As the director of publicity and marketing at Payday Records in the early 1990s, Vikki Tobak worked with acts like Jay-Z and Gang Starr as they were beginning their careers. “There was this inflection point where hip-hop started to realize its power,” Tobak says. “[Artists] realized that images — what they wore, how they looked — worked together with the music.”
Her 2018 book, Contact High, documents that era through contact sheets with never-before-seen outtakes from some of hip-hop’s most iconic photo shoots. Originally shot for use on album covers or in magazines, but lost until now, the photographs in >Contact High tell hidden stories of artists on the verge of becoming superstars and rap legends at their peaks. For Tobak, the project was a way of treating hip-hop’s past with the same dignity she saw in the photo archives at CNN, where she later worked as a producer.

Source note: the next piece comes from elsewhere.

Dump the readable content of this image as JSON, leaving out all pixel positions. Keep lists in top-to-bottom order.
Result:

“They’re like a diary,” Tobak says of the images, many of which are also on display through August 18th at the Annenberg Space for Photography in L.A. “A lot of photographers never intended for these to be for public consumption.”
One of the most important photographers in the book is Janette Beckman, who shot Run-DMC in 1984, Salt-N-Pepa in 1987 and A Tribe Called Quest in 1990, among many others. Beckman came to New York City in 1983 from the U.K., where she had documented the punk and ska scenes; she says her accent helped disarm the rappers who would become her subjects.

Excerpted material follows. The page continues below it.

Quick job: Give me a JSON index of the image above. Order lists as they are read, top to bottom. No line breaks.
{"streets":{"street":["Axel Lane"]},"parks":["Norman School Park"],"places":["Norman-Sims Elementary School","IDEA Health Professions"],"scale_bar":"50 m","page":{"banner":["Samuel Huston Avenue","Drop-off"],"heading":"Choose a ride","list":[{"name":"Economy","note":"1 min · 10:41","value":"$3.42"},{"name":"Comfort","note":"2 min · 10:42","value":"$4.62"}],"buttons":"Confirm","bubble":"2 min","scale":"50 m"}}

“It was actually great for me being a British person, to shoot some band like the Ultramagnetic MCs in the Bronx, because I was probably the first British person that they met,” Beckman says. “‘Cause people didn’t really travel back in the day. They’d go, ‘You ain’t from here,’ and I’d go, ‘No, I’m from England.’ And then we’d start a conversation and it would be really useful.”
Later on, in 2003, Beckman recalls André 3000 and Big Boi playing her a then-new Outkast single during a photoshoot to see if she liked it. “I didn’t know it was ‘Hey Ya,’ but they kept playing this song, and it was hypnotic,” Beckman says. “I was like, ‘What’s this song? It’s going to be a huge hit.’”
Perhaps the most iconic photo shoot featured in Contact High is Barron Claiborne’s “King of New York,” taken three days before the Notorious B.I.G.’s murder in 1997. In the well-known version, the scarlet backdrop intensifies Biggie’s steely glare and the flash of the crown on his head. In the version in Tobak’s book, the rapper is flashing a charming grin instead. “I knew nobody would even notice that it was a plastic novelty crown — and they don’t, because no one ever asked me about it,” Claiborne says. “People look at him and they think of a king. He had the crown already. I just put a plastic one on his head.”
The Annenberg Space show features photos and contact sheets that made the book along with others that didn’t. The exhibit is divided into themes, ending with an area titled “This Is America.” “It’s a lot of the photos from the book that speak to hip-hop’s dominance in mainstream culture now,” Tobak says. “And how it touches every part of the culture — from style to everything.”